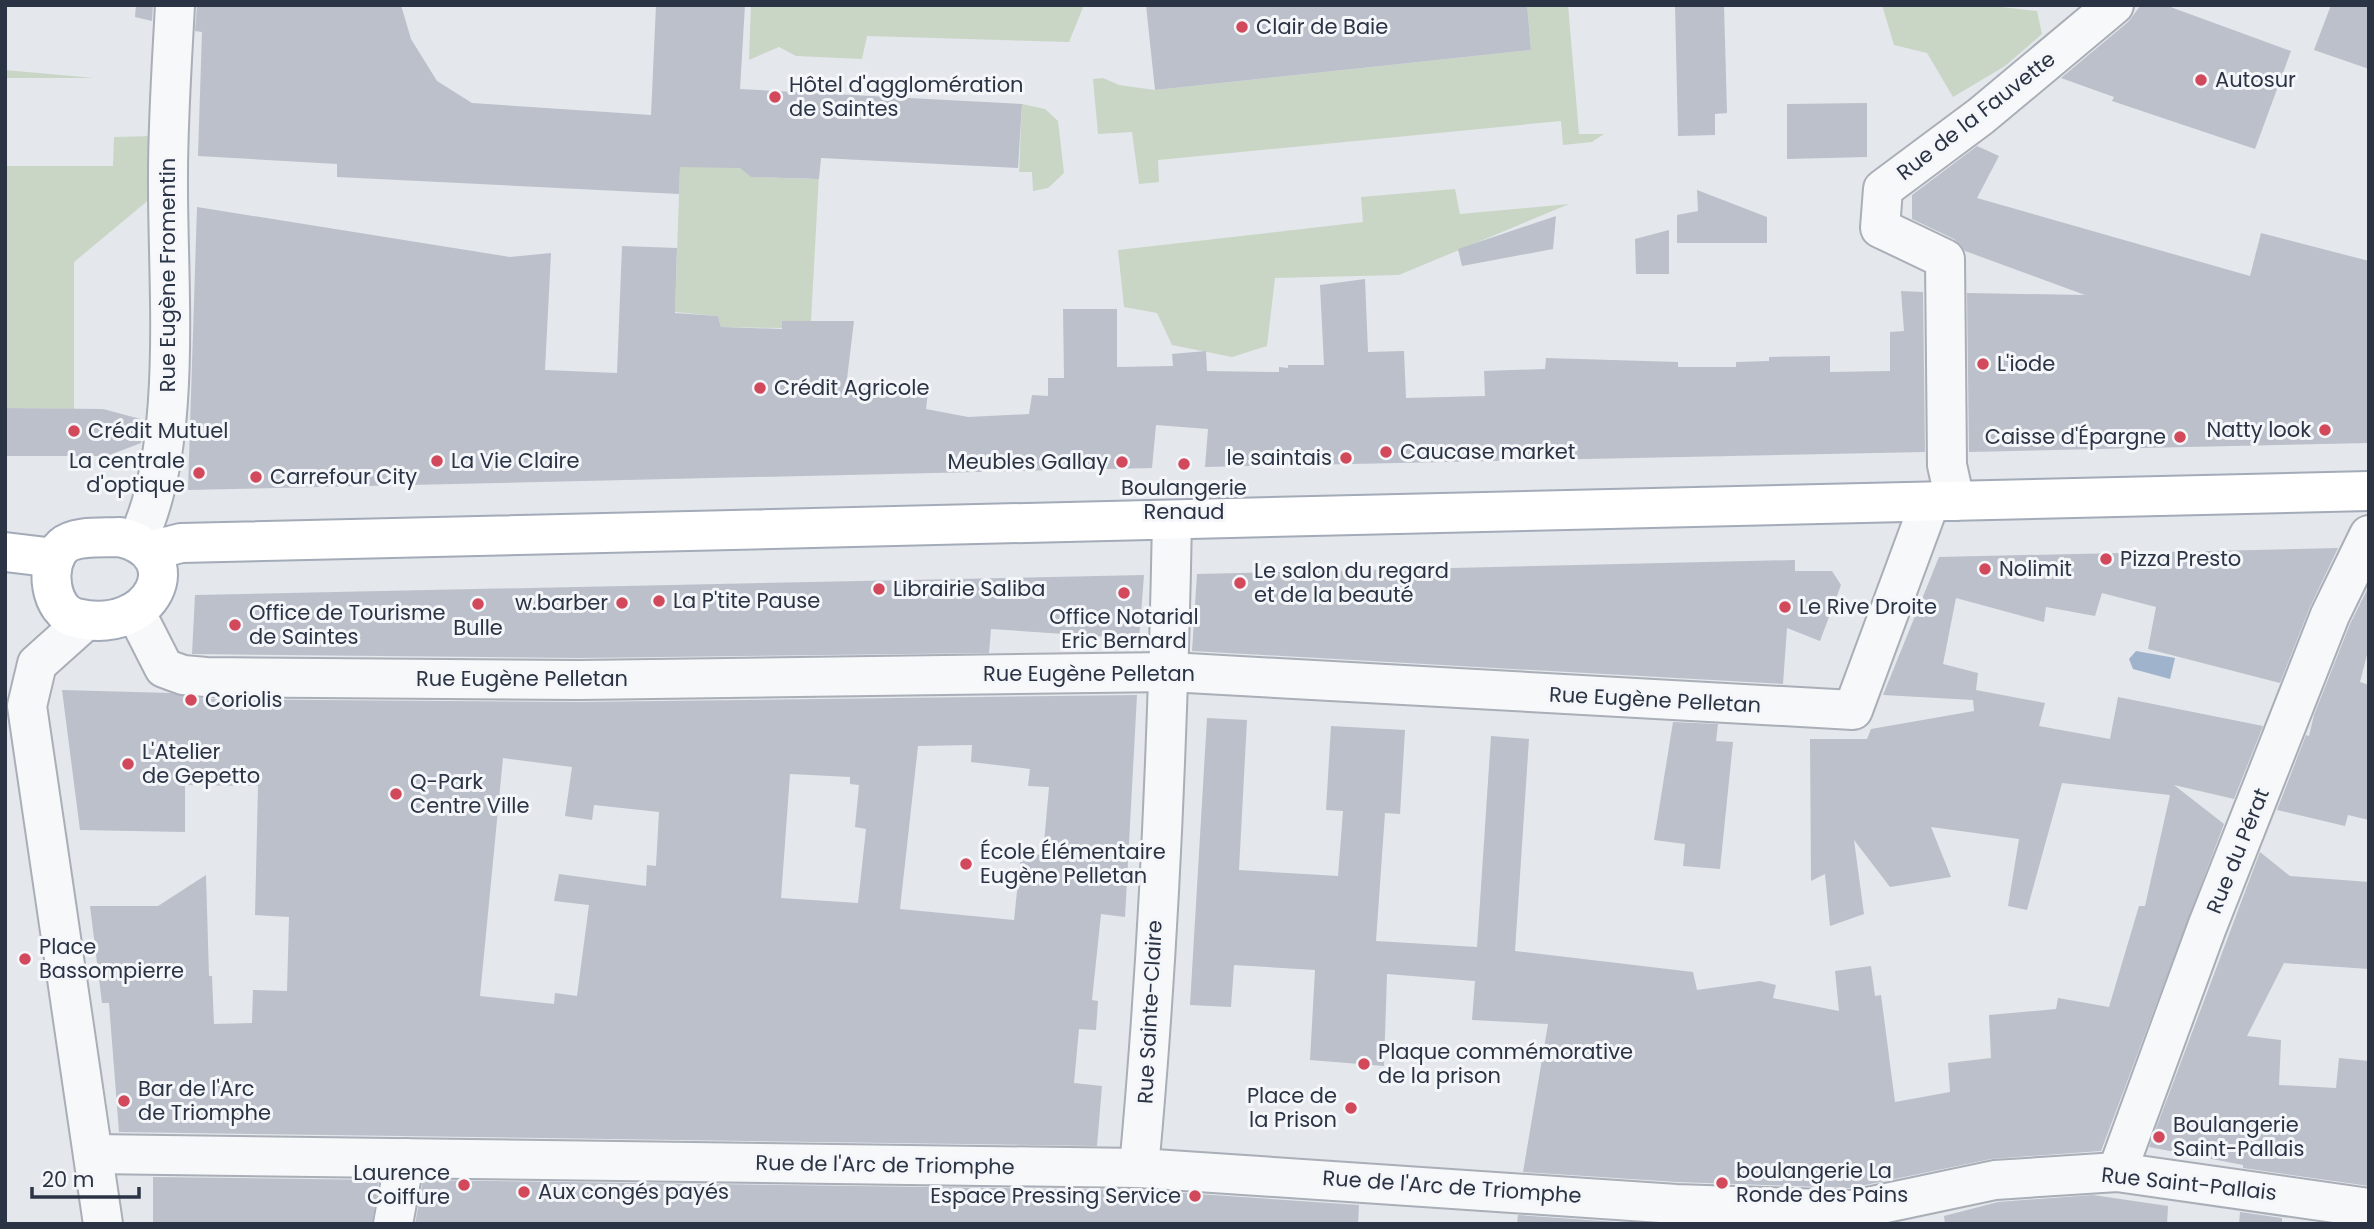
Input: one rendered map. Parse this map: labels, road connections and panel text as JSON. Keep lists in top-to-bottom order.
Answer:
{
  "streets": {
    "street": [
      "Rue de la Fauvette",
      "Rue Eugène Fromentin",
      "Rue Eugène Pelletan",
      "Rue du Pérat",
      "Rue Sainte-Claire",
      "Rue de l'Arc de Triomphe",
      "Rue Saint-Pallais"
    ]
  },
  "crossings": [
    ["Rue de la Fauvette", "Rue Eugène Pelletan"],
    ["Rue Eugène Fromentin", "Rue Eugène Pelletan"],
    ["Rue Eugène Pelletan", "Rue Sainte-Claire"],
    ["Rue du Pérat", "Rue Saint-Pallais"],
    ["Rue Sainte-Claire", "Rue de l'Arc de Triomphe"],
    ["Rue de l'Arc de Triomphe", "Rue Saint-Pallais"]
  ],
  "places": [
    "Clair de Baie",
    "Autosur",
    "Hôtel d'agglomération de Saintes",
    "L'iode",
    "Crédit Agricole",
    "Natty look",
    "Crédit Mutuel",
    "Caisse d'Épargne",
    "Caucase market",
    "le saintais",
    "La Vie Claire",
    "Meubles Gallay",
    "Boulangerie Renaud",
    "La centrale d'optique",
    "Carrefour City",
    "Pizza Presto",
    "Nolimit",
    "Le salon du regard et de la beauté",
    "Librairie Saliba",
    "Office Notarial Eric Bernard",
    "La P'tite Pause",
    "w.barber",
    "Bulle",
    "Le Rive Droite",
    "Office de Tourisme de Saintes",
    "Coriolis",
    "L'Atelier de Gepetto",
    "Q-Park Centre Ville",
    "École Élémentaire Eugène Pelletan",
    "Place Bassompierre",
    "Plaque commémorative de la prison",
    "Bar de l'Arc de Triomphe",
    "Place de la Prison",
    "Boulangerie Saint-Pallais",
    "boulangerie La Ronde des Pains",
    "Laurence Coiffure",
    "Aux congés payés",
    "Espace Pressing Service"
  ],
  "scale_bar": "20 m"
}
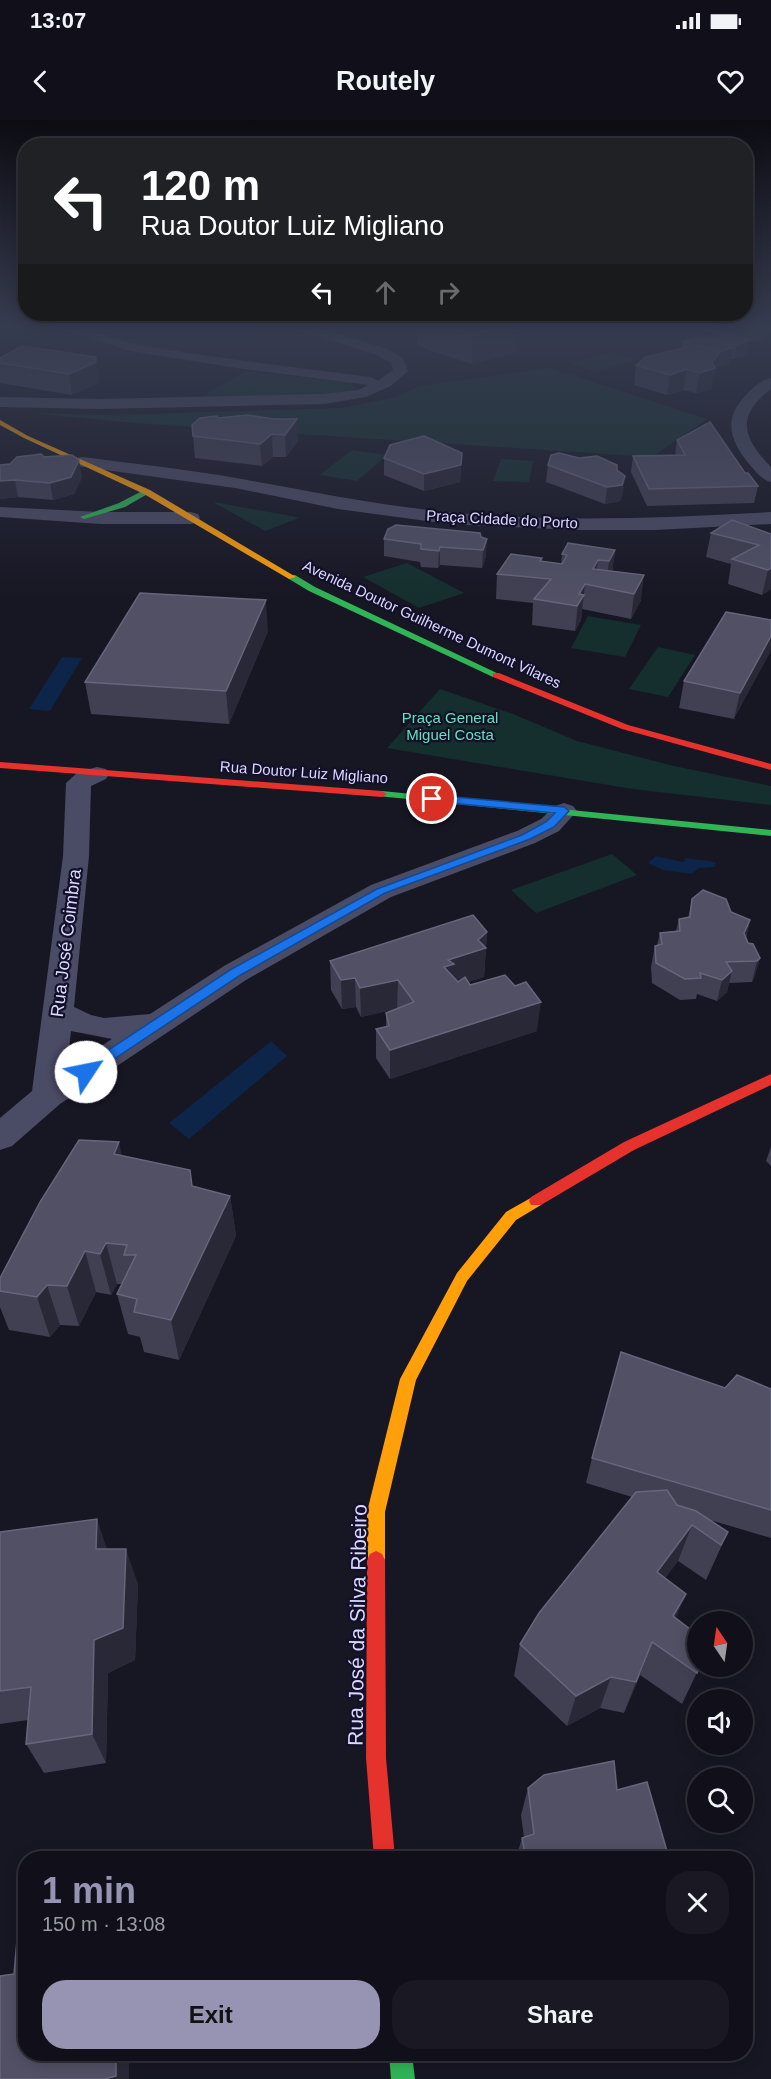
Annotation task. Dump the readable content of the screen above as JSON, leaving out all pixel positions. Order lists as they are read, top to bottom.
*-*-*
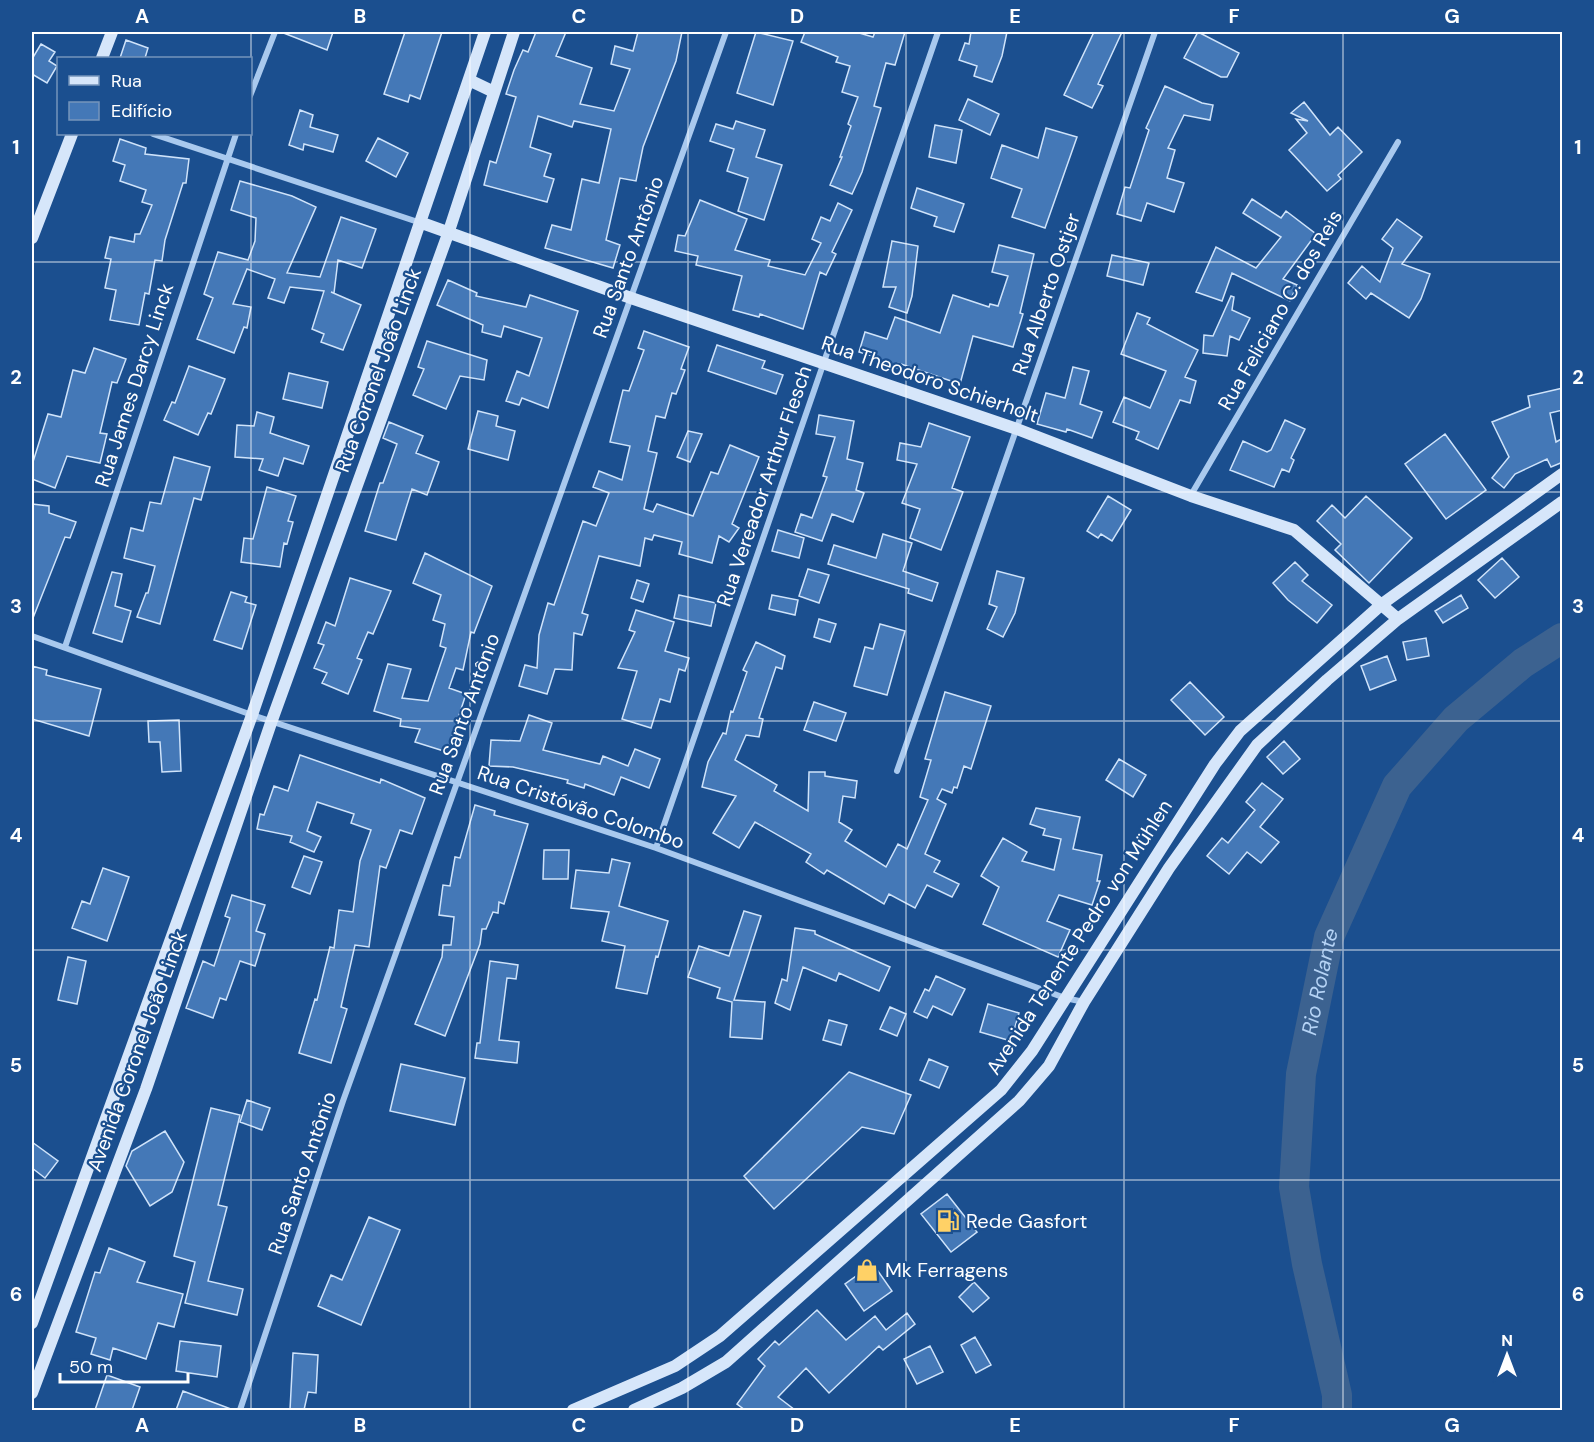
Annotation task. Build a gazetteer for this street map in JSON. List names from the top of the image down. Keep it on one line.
*-*-*
What you should do: What are the lines above that hold the string "lists"? Copy them.

Result of the exercise:
Input: one rendered map. Parse this map: labels, road connections and panel text as JSON. Keep lists in top-to-bottom order.
Annotation task. Dump the readable content of the screen above as JSON, leaving out all pixel positions. Order lists as they are read, top to bottom.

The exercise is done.